BEGIN Supplied material
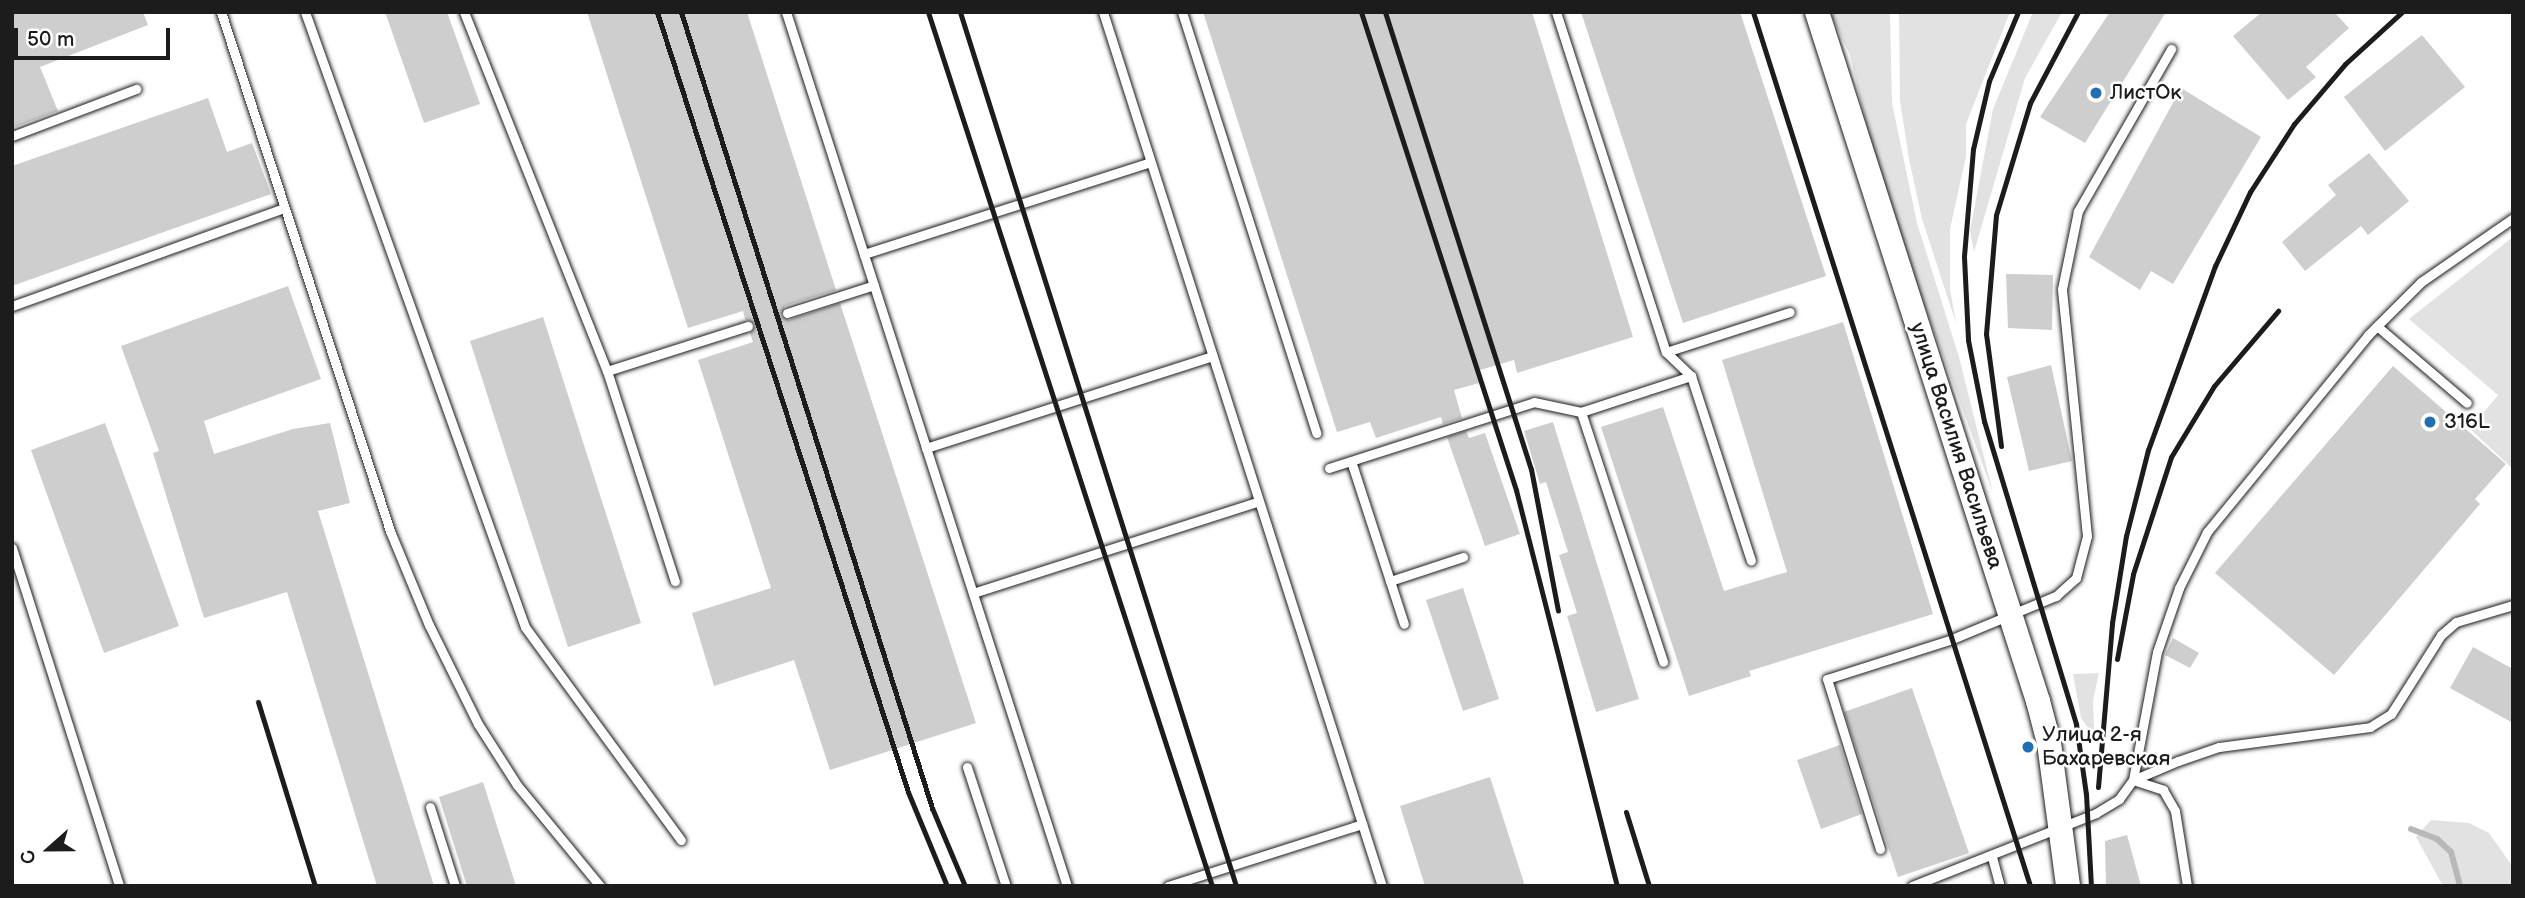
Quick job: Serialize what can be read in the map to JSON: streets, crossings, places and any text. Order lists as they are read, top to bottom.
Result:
{
  "streets": {
    "main road": ["улица Василия Васильева"]
  },
  "places": ["ЛистОк", "316L", "Улица 2-я Бахаревская"],
  "scale_bar": "50 m",
  "north": "left"
}
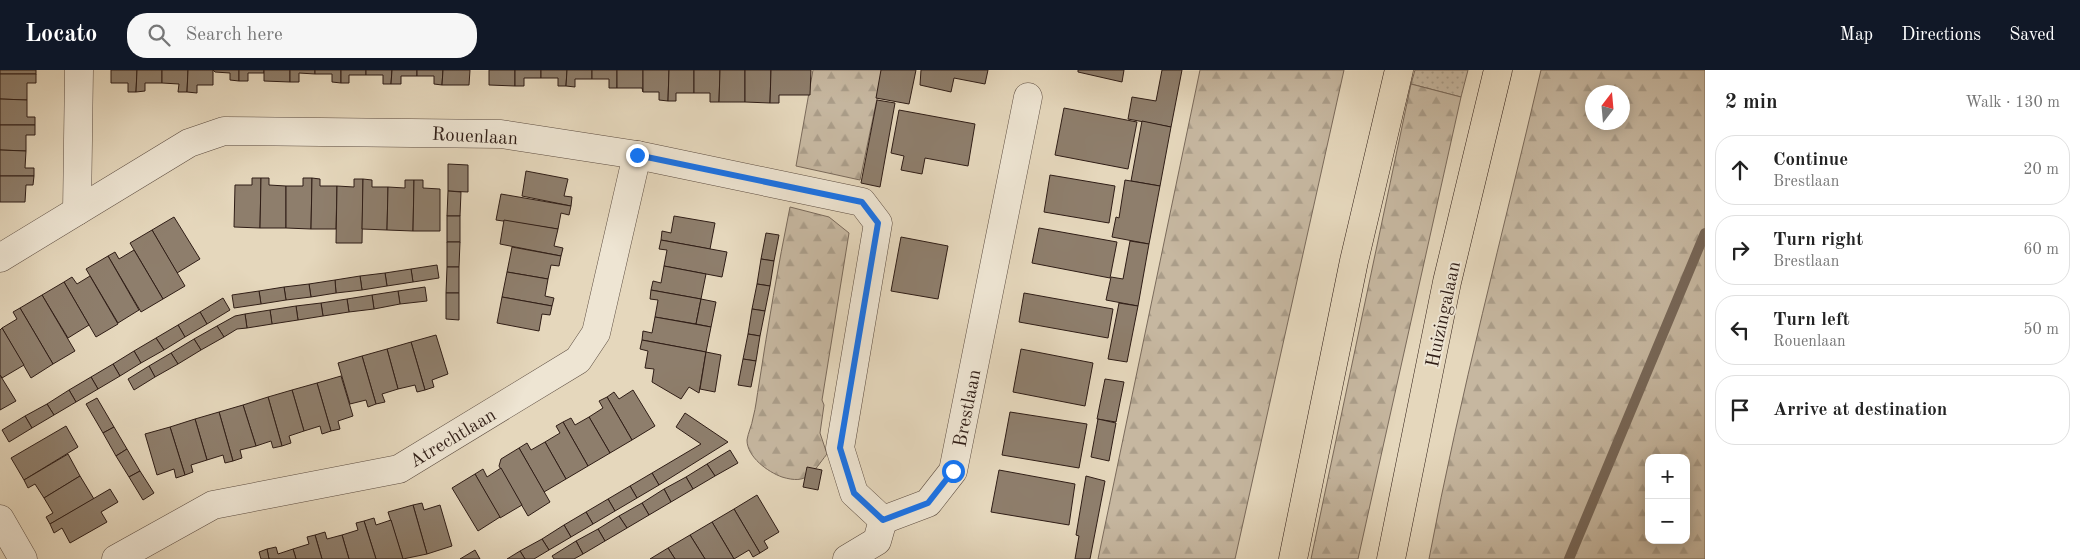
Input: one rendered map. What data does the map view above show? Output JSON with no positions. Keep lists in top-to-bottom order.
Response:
END Supplied material
## Work request
Output each entry shown above exactly as it stands, with all pictures removed.

## Output
Quick job: Serialize what can be read in the map to JSON: streets, crossings, places and any text. Order lists as they are read, top to bottom.
Result:
{
  "streets": {
    "main road": ["улица Василия Васильева"]
  },
  "places": ["ЛистОк", "316L", "Улица 2-я Бахаревская"],
  "scale_bar": "50 m",
  "north": "left"
}
Input: one rendered map. What data does the map view above show? Output JSON with no positions. Keep lists in top-to-bottom order.
Response:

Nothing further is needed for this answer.